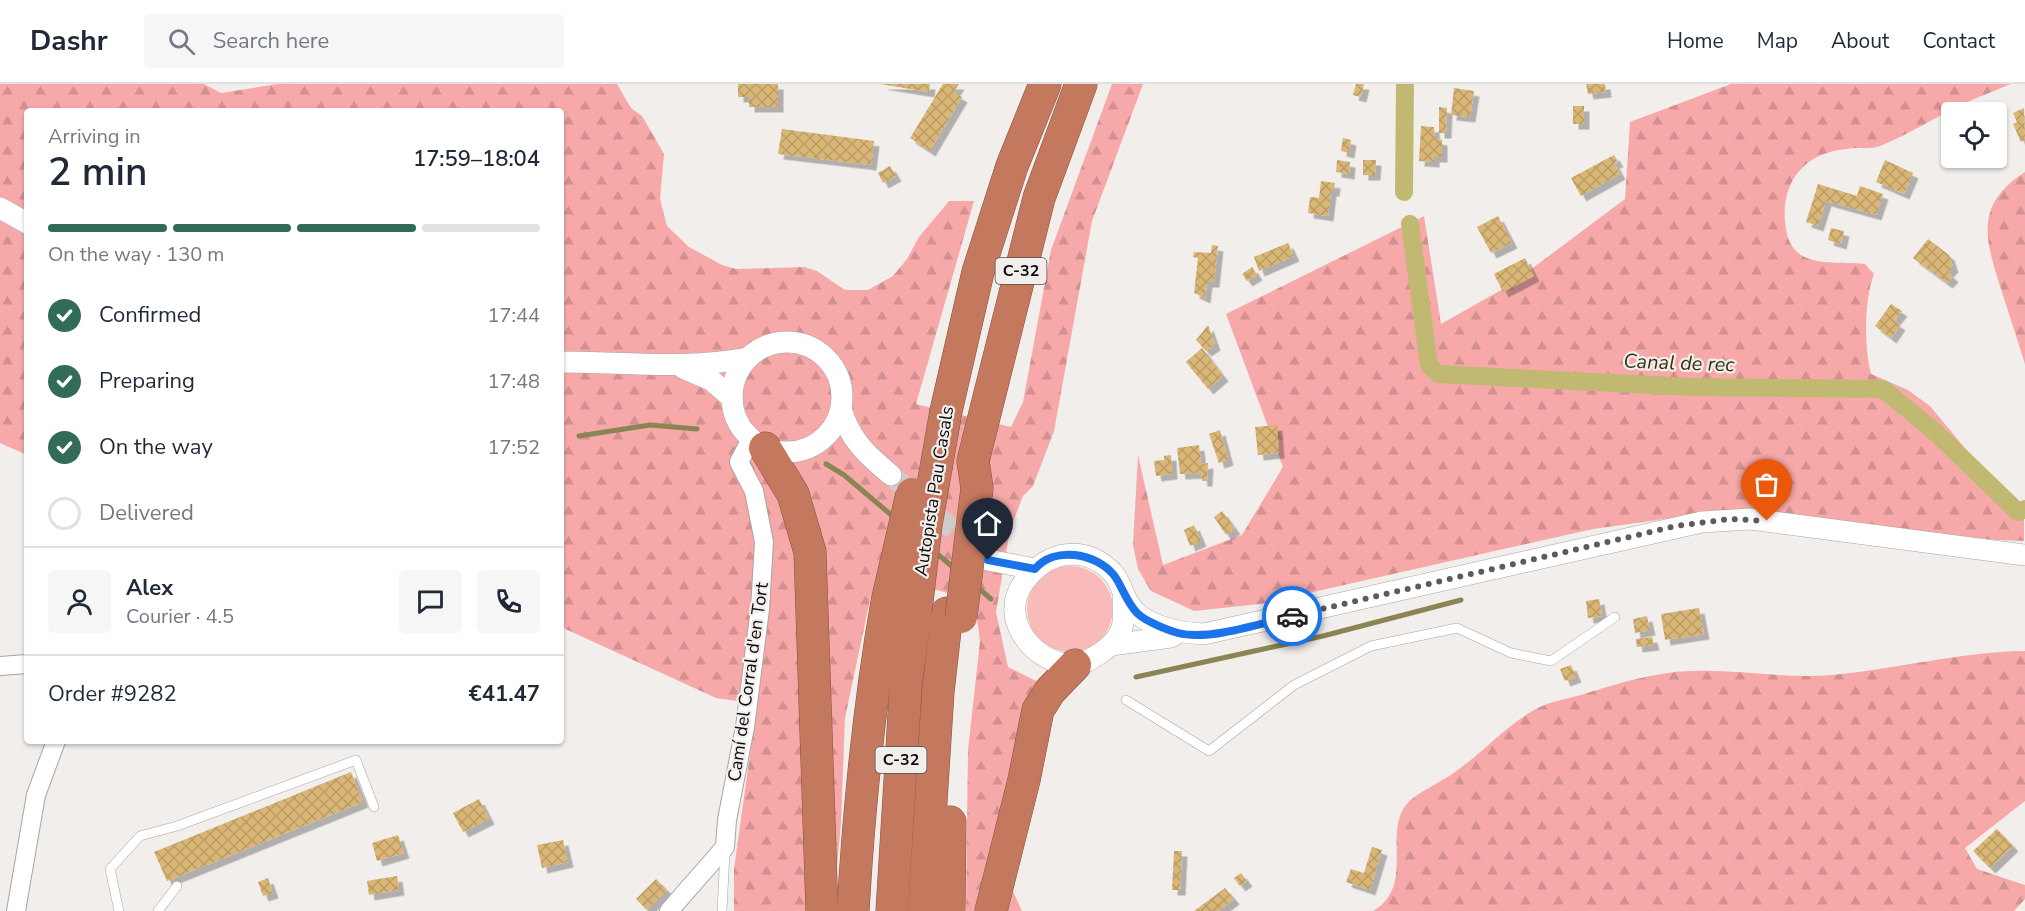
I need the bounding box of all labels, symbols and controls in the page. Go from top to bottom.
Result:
====
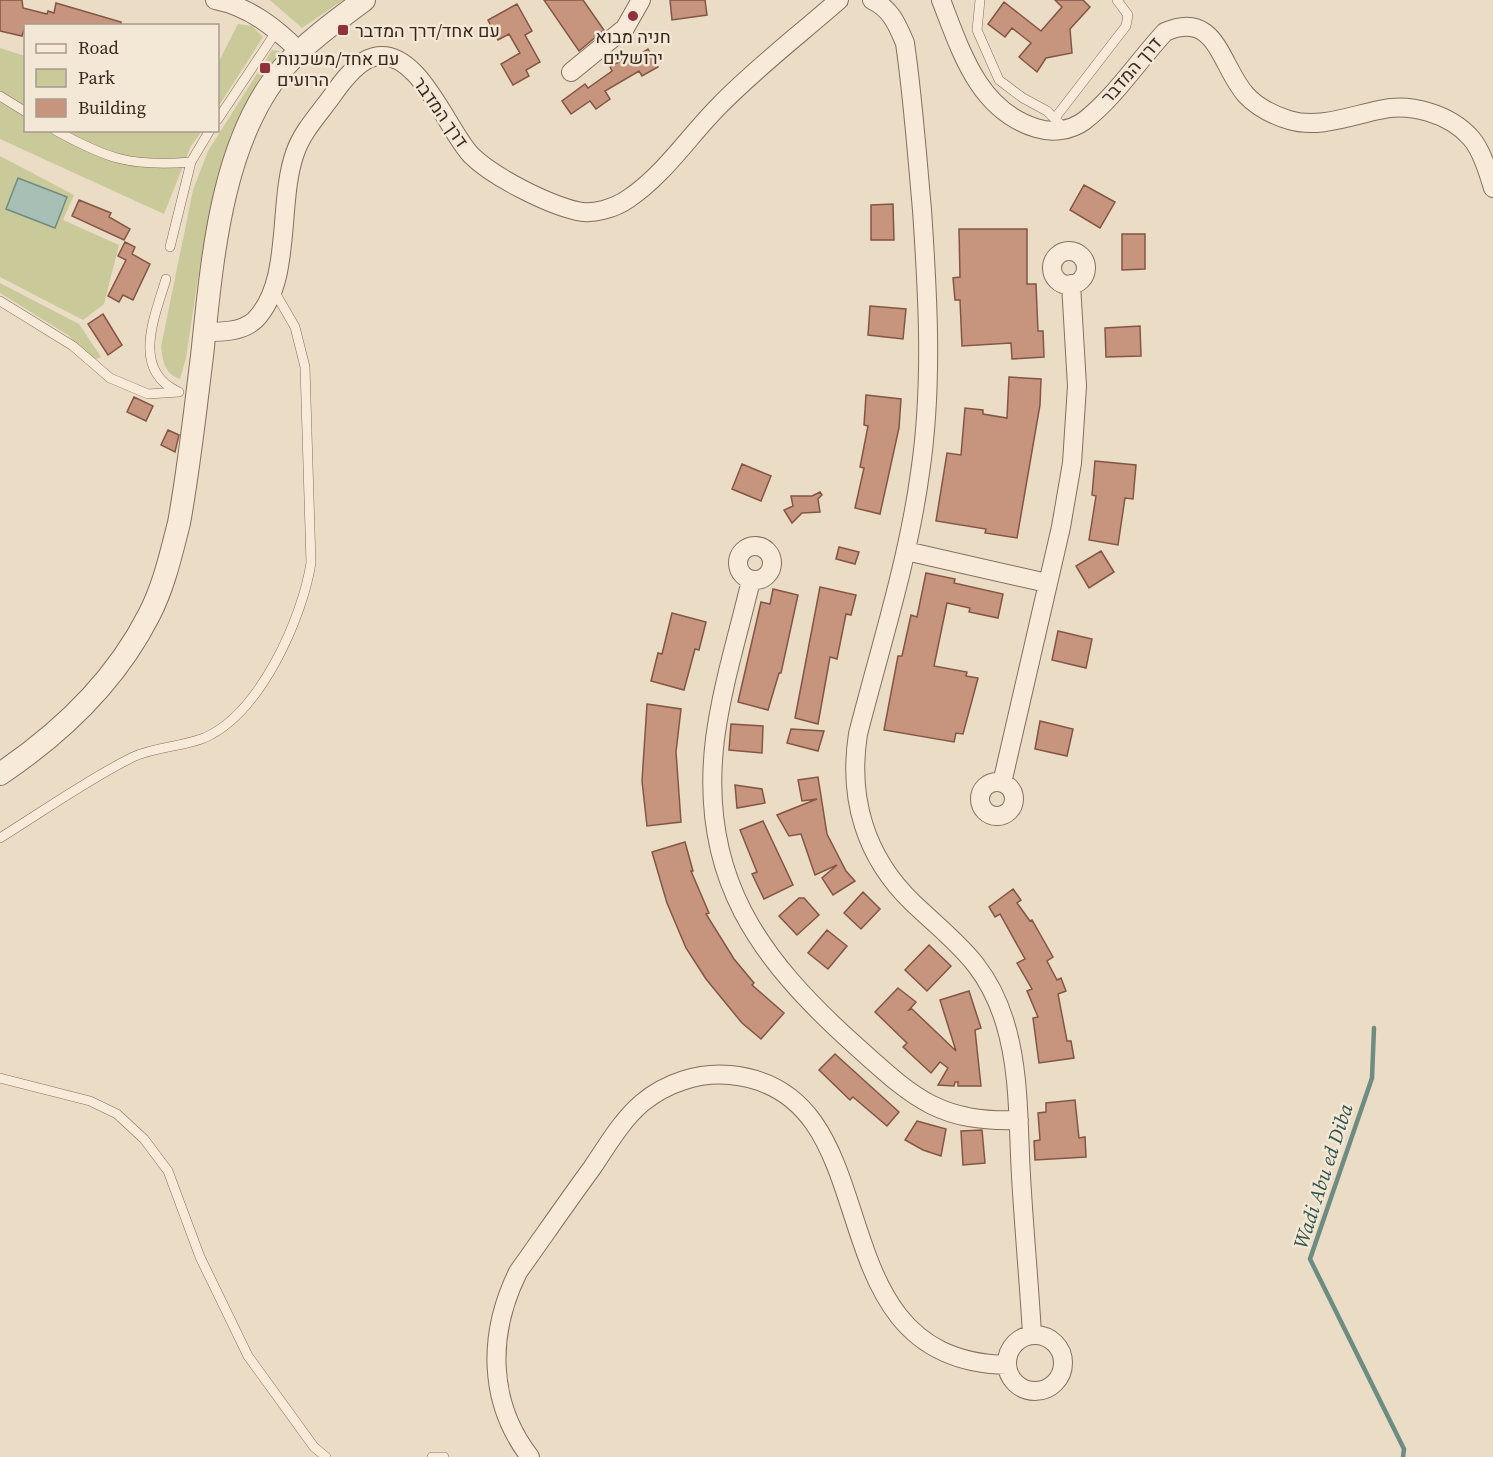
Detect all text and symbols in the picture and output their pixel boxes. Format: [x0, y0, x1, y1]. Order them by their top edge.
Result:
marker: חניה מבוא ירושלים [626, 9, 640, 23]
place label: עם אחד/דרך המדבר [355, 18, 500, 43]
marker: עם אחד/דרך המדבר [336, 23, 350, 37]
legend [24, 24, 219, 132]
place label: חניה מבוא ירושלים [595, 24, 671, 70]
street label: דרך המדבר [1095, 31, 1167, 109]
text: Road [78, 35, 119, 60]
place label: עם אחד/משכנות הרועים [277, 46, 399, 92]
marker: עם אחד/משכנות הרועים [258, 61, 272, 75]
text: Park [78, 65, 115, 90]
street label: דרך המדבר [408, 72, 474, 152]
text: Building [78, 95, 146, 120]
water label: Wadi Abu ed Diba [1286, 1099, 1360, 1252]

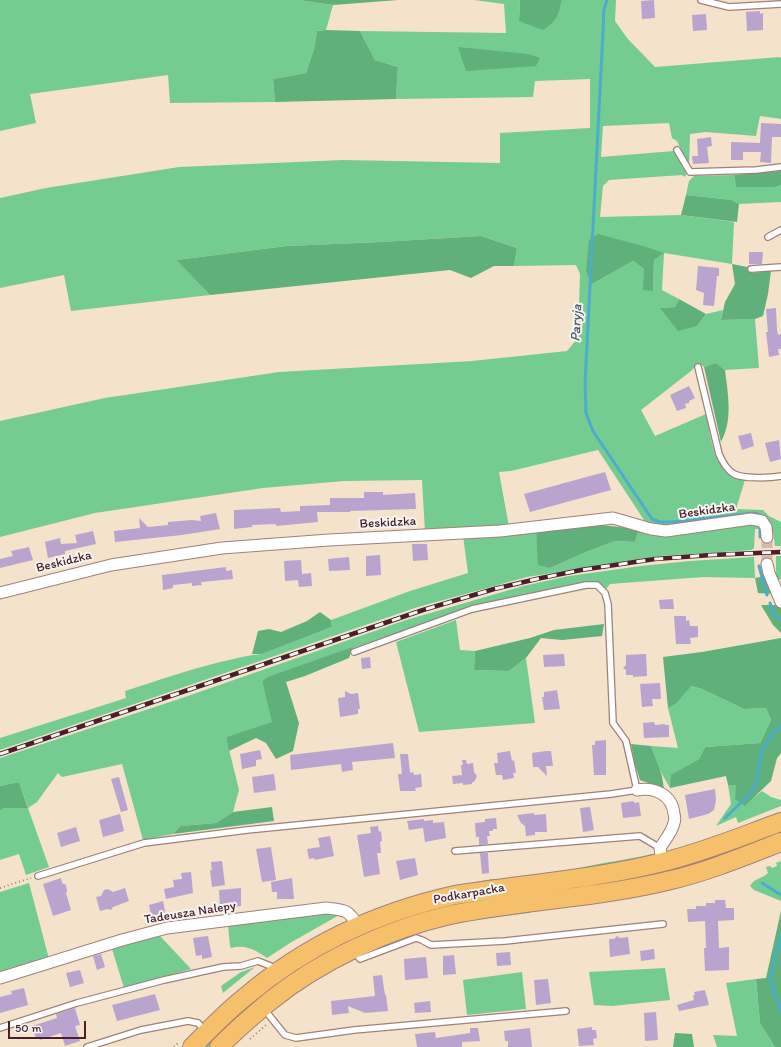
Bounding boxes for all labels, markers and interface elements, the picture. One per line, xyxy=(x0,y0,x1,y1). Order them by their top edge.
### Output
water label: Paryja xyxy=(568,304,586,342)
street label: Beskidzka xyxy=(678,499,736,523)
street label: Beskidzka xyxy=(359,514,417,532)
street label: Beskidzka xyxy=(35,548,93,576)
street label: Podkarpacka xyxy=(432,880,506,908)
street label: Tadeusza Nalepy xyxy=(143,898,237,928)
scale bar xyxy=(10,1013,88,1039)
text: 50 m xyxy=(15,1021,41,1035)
====
Which lines of the data contain the string "labels"? Copy each one.

→ **Response area**:
I need the bounding box of all labels, symbols and controls in the page. Go from top to bottom.
Bounding boxes for all labels, markers and interface elements, the picture. One per line, xyxy=(x0,y0,x1,y1). Order them by their top edge.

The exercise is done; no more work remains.